▶ _WHAT IS REQUIRED_
Whatever appears in the records, retype it exactly, except for the pictures.

* * * * * * * * *

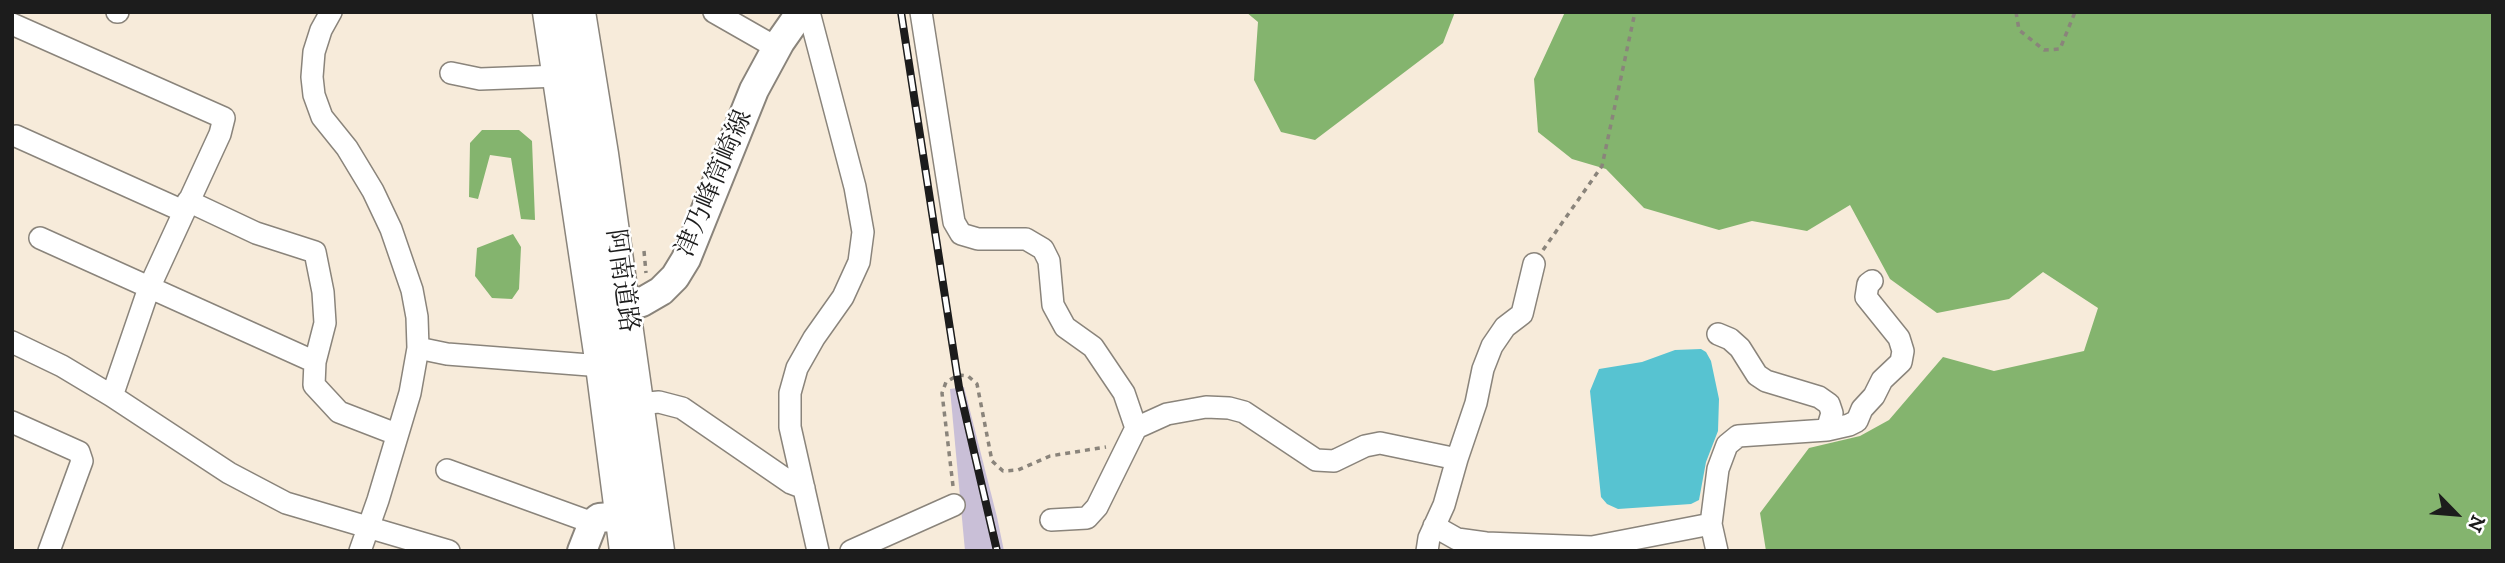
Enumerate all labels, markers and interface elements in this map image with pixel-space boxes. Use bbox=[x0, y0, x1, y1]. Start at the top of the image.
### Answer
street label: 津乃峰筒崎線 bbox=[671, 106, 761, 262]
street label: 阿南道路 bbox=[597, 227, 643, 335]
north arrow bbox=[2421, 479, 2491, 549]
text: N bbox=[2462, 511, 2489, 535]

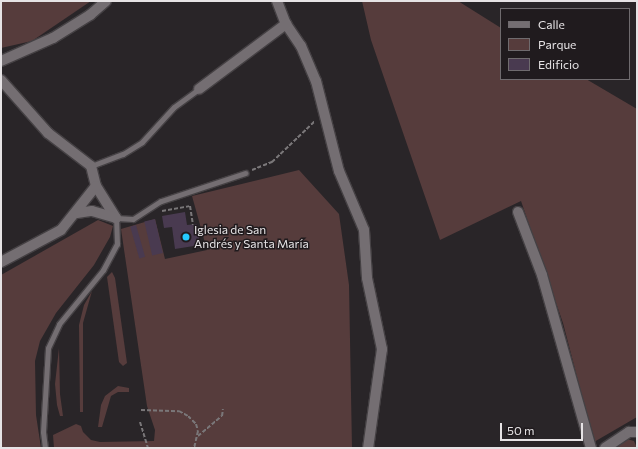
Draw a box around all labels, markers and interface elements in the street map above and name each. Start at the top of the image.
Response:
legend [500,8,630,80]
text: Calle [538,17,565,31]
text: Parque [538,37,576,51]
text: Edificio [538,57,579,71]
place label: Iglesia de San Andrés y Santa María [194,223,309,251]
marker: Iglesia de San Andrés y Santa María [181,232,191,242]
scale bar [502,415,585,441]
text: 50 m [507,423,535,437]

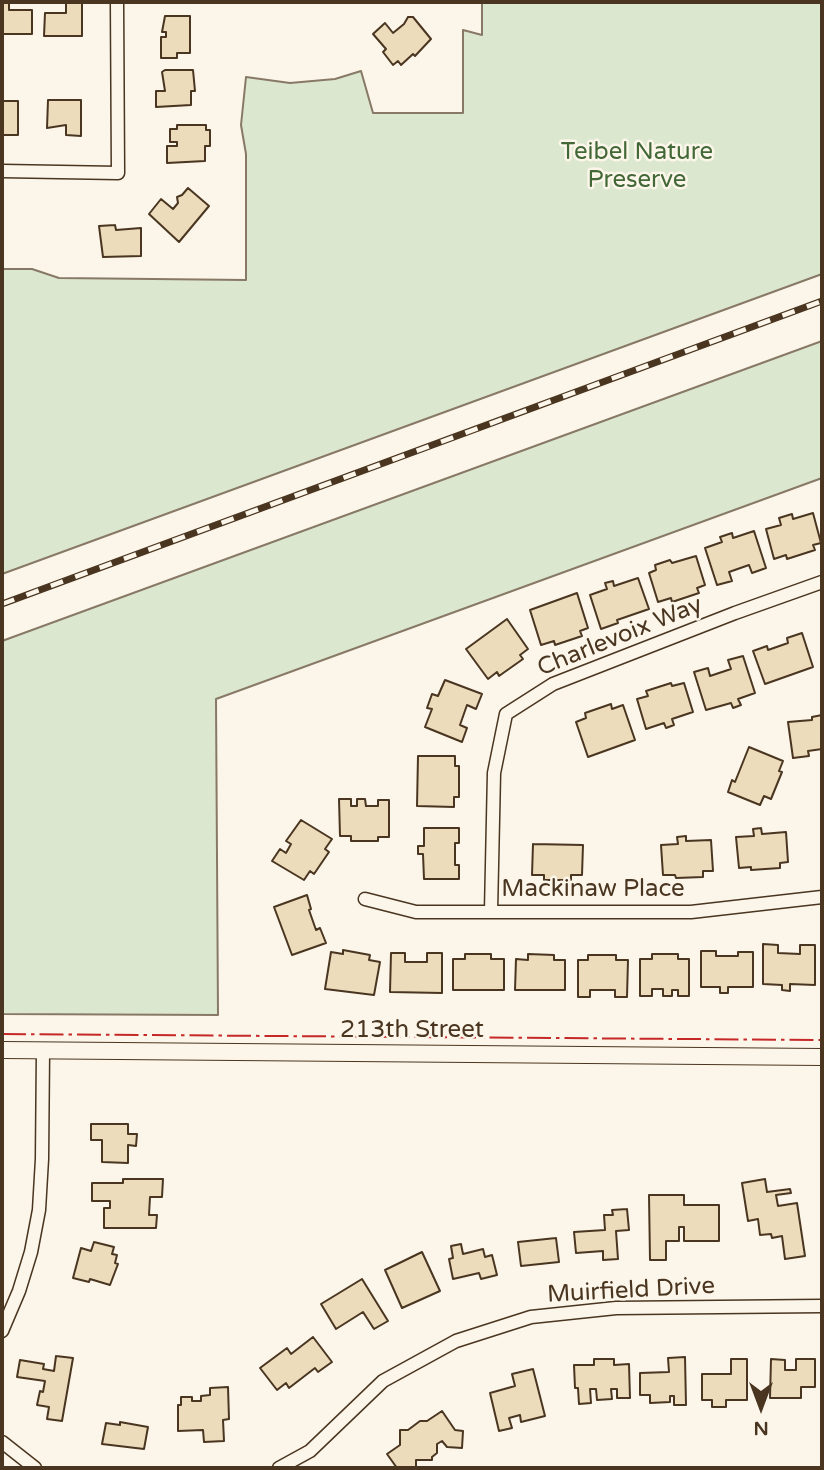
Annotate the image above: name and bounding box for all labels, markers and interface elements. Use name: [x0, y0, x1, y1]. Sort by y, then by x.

* * * * * * * * *

▶ _SOLVED PROBLEM_
Enumerate all labels, markers and interface elements in this map image with pixel-space boxes. Use bbox=[x0, y0, x1, y1]. Start at the top of the image.
### Answer
street label: 津乃峰筒崎線 bbox=[671, 106, 761, 262]
street label: 阿南道路 bbox=[597, 227, 643, 335]
north arrow bbox=[2421, 479, 2491, 549]
text: N bbox=[2462, 511, 2489, 535]

Draw a box around all labels, markers and interface elements in the street map above and name each. Start at the top of the image.
Response:
legend [500,8,630,80]
text: Calle [538,17,565,31]
text: Parque [538,37,576,51]
text: Edificio [538,57,579,71]
place label: Iglesia de San Andrés y Santa María [194,223,309,251]
marker: Iglesia de San Andrés y Santa María [181,232,191,242]
scale bar [502,415,585,441]
text: 50 m [507,423,535,437]

Annotate the image above: name and bounding box for all labels, markers and interface elements. Use name: [x0, y0, x1, y1]. Sort by y, then by x.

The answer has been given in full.